Use a chi-squared test to test the claim about the population variance or standard deviation at the given level of significance and using the given sample statistics.
Claim: ơ2 ≤ 60; α = 0.025. Sample statistics: s2 = 72.7, n = 15
You might try this formula for your chi-square test:
Chi-square = (n - 1)(sample variance)/(value specified in the null hypothesis)
n = 15
sample variance = 72.7
value specified in the null hypothesis = 60
Chi-square = (15 - 1)(72.7)/60
Finish the calculation for your chi-square test statistic.
Degrees of freedom is equal to n - 1, which is 14.
Check a chi-square distribution table using alpha = 0.025, with 14 degrees of freedom to determine your critical or cutoff value.
If the test statistic does not exceed the critical or cutoff value from the table, then the null is not rejected. If the test statistic exceeds the critical or cutoff value from the table, then the null is rejected.
I hope this will help.
To determine if the claim about the population variance (σ^2) or standard deviation (σ) is supported or not, we can use a chi-squared test.

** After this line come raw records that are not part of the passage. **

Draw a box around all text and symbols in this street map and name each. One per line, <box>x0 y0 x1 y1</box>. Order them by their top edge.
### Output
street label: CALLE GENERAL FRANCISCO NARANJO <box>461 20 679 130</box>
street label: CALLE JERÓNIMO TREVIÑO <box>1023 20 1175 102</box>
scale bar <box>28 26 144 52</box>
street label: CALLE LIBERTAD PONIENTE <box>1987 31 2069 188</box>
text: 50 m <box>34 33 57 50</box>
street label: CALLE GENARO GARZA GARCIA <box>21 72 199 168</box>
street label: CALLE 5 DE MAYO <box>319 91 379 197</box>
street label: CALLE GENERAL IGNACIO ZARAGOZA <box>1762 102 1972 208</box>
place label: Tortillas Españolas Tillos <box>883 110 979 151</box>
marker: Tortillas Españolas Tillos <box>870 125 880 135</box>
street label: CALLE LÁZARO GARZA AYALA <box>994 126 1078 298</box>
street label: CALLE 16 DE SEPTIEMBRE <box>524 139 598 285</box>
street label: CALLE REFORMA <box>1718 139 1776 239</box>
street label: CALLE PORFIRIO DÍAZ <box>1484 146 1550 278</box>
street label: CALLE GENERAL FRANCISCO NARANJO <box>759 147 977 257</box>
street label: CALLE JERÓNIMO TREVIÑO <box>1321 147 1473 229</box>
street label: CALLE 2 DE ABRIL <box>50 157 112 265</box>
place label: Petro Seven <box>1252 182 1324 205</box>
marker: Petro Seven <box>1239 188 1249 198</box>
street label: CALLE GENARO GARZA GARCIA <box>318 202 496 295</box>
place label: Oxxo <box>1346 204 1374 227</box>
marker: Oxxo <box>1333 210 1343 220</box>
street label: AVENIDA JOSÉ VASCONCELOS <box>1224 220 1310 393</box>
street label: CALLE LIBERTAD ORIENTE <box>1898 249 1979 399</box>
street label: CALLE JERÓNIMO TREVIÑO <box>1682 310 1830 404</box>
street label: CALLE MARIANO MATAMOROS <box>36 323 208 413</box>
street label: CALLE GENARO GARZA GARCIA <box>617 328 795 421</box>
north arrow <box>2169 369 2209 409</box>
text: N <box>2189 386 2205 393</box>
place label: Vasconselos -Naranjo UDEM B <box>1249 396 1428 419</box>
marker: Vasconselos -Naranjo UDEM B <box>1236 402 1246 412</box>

The null hypothesis (H0) is that the population variance/standard deviation is less than or equal to 60 (σ^2 ≤ 60). The alternative hypothesis (Ha) is that the population variance/standard deviation is greater than 60 (σ^2 > 60).
To perform the chi-squared test, we need to calculate the test statistic and compare it to the critical value.
1. Calculate the test statistic (chi-squared statistic):
- The test statistic for a chi-squared test of variance is calculated as: χ^2 = (n - 1) * s^2 / σ^2, where n is the sample size, s^2 is the sample variance, and σ^2 is the hypothesized population variance.
- In this case, the sample statistics given are s^2 = 72.7 and n = 15. The hypothesized population variance is σ^2 = 60.
- Plugging in the values, we can calculate the test statistic as: χ^2 = (15 - 1) * 72.7 / 60 = 18.44.
2. Determine the critical value:
- The critical value for a chi-squared test is obtained from the chi-squared distribution table, with degrees of freedom (df) equal to n - 1.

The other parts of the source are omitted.